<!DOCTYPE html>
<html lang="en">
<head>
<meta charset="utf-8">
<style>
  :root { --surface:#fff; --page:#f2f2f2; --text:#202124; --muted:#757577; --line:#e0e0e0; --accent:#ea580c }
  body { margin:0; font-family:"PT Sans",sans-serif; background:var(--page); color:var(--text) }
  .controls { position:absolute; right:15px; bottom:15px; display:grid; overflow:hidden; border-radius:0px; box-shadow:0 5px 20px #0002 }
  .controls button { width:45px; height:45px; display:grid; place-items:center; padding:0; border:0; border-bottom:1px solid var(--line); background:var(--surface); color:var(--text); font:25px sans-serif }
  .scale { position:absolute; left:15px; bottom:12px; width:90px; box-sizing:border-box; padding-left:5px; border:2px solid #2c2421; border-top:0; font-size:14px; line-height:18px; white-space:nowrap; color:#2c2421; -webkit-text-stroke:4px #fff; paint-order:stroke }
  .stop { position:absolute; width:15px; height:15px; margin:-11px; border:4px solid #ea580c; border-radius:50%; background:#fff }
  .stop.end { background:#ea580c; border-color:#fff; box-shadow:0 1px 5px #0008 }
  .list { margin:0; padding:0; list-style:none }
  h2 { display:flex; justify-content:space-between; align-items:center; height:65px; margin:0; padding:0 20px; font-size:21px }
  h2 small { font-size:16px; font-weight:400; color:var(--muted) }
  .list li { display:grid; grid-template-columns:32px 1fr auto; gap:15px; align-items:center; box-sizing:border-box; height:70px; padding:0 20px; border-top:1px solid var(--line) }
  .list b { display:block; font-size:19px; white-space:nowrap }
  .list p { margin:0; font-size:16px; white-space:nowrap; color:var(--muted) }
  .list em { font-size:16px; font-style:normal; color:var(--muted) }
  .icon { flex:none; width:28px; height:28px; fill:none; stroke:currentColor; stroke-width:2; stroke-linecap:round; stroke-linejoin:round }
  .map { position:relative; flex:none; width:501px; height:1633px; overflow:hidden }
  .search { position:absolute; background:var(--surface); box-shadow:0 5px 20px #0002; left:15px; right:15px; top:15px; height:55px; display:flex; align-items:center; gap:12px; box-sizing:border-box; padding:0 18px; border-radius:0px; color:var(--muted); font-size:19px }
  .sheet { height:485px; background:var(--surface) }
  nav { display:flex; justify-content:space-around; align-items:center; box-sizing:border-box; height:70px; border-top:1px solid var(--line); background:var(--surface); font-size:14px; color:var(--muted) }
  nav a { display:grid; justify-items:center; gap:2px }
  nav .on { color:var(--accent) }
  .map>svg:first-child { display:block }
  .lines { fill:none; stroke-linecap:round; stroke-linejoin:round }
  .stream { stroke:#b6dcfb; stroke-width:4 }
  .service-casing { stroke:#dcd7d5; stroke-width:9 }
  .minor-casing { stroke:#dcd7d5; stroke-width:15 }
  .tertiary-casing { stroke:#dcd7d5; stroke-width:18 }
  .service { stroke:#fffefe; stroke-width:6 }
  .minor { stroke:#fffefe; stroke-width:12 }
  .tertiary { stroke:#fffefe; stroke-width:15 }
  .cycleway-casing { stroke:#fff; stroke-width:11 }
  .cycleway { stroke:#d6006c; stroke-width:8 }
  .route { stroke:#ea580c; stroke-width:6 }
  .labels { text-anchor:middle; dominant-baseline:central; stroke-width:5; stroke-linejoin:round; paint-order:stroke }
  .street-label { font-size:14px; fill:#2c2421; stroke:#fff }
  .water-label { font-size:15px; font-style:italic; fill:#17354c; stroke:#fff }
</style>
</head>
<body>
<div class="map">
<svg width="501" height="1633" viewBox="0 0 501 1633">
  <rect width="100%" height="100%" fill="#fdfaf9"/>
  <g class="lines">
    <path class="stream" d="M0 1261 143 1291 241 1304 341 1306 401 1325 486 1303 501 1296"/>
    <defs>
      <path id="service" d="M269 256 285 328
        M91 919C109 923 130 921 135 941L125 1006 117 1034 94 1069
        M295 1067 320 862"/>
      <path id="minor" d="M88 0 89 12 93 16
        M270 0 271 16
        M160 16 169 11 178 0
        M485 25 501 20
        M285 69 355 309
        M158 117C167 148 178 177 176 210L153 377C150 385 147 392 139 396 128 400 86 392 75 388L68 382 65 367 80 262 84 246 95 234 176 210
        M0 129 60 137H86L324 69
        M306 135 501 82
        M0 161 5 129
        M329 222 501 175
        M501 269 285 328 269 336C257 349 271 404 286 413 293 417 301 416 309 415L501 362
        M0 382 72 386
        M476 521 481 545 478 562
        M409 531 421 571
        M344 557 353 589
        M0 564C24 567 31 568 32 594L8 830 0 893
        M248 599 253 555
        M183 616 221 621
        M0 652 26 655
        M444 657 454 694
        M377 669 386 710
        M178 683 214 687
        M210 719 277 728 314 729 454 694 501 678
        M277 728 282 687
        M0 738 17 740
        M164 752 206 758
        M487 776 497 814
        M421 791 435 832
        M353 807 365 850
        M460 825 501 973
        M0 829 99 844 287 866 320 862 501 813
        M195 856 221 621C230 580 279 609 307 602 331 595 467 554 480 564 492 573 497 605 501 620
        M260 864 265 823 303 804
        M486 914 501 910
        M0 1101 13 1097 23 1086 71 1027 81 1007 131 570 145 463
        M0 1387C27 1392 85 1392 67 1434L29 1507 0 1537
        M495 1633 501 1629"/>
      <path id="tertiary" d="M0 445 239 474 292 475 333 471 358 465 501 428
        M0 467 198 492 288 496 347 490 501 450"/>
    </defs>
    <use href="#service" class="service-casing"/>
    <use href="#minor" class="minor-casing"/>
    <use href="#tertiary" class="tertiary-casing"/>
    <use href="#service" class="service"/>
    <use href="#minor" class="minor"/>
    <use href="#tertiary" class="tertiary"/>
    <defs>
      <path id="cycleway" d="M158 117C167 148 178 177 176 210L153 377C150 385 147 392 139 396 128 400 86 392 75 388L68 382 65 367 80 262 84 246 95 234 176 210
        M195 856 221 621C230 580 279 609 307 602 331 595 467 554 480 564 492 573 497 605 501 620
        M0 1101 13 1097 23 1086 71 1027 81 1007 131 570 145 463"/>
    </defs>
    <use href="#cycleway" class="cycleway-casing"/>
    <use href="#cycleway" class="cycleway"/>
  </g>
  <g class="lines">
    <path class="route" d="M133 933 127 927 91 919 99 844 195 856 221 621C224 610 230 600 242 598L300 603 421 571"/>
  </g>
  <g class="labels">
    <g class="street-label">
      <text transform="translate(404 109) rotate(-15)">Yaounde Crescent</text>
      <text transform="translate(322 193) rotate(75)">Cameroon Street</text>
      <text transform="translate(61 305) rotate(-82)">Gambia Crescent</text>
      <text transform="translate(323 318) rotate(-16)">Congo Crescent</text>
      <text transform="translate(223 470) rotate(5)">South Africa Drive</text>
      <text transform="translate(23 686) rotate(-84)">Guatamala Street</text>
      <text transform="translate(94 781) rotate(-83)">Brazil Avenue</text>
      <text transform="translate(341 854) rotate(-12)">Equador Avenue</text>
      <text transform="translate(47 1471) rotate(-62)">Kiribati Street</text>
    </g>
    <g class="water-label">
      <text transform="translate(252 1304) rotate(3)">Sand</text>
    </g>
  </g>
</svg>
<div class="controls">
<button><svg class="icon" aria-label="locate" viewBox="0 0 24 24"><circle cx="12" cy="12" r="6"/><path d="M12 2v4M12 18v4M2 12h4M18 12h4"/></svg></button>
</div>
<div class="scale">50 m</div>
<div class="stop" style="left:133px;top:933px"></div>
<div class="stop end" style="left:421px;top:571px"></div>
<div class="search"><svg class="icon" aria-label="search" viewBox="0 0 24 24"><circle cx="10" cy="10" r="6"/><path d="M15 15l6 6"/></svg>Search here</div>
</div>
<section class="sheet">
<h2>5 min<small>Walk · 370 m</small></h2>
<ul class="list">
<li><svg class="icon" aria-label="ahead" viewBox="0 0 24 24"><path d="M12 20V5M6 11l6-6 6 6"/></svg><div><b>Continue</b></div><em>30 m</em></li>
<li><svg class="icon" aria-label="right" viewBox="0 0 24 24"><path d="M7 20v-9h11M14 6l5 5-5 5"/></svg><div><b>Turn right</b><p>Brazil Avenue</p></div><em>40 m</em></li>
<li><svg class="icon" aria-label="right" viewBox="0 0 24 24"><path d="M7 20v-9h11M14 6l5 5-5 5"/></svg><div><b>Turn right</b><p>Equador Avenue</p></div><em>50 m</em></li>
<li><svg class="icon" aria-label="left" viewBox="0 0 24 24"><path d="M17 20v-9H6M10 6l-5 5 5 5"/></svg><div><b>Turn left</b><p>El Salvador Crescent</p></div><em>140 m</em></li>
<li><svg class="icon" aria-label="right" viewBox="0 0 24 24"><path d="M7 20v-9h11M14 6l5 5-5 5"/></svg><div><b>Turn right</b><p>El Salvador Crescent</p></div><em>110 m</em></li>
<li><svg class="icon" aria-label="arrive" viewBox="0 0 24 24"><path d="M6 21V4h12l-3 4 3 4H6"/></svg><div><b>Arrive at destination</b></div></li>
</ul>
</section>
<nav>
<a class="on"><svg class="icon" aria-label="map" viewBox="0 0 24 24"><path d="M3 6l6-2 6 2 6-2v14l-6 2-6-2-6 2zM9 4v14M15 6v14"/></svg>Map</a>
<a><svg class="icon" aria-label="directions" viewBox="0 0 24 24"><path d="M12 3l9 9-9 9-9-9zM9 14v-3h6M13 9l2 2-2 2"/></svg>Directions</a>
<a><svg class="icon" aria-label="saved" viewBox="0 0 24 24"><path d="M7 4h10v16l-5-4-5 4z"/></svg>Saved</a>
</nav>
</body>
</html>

TASK TO CARRY OUT: Transcribe the opening lines of the listing exactly, please. Stop after the line that contains "position:absolute; right:15px; bottom:15px;".

SOLUTION TO THIS PROBLEM:
<!DOCTYPE html>
<html lang="en">
<head>
<meta charset="utf-8">
<style>
  :root { --surface:#fff; --page:#f2f2f2; --text:#202124; --muted:#757577; --line:#e0e0e0; --accent:#ea580c }
  body { margin:0; font-family:"PT Sans",sans-serif; background:var(--page); color:var(--text) }
  .controls { position:absolute; right:15px; bottom:15px; display:grid; overflow:hidden; border-radius:0px; box-shadow:0 5px 20px #0002 }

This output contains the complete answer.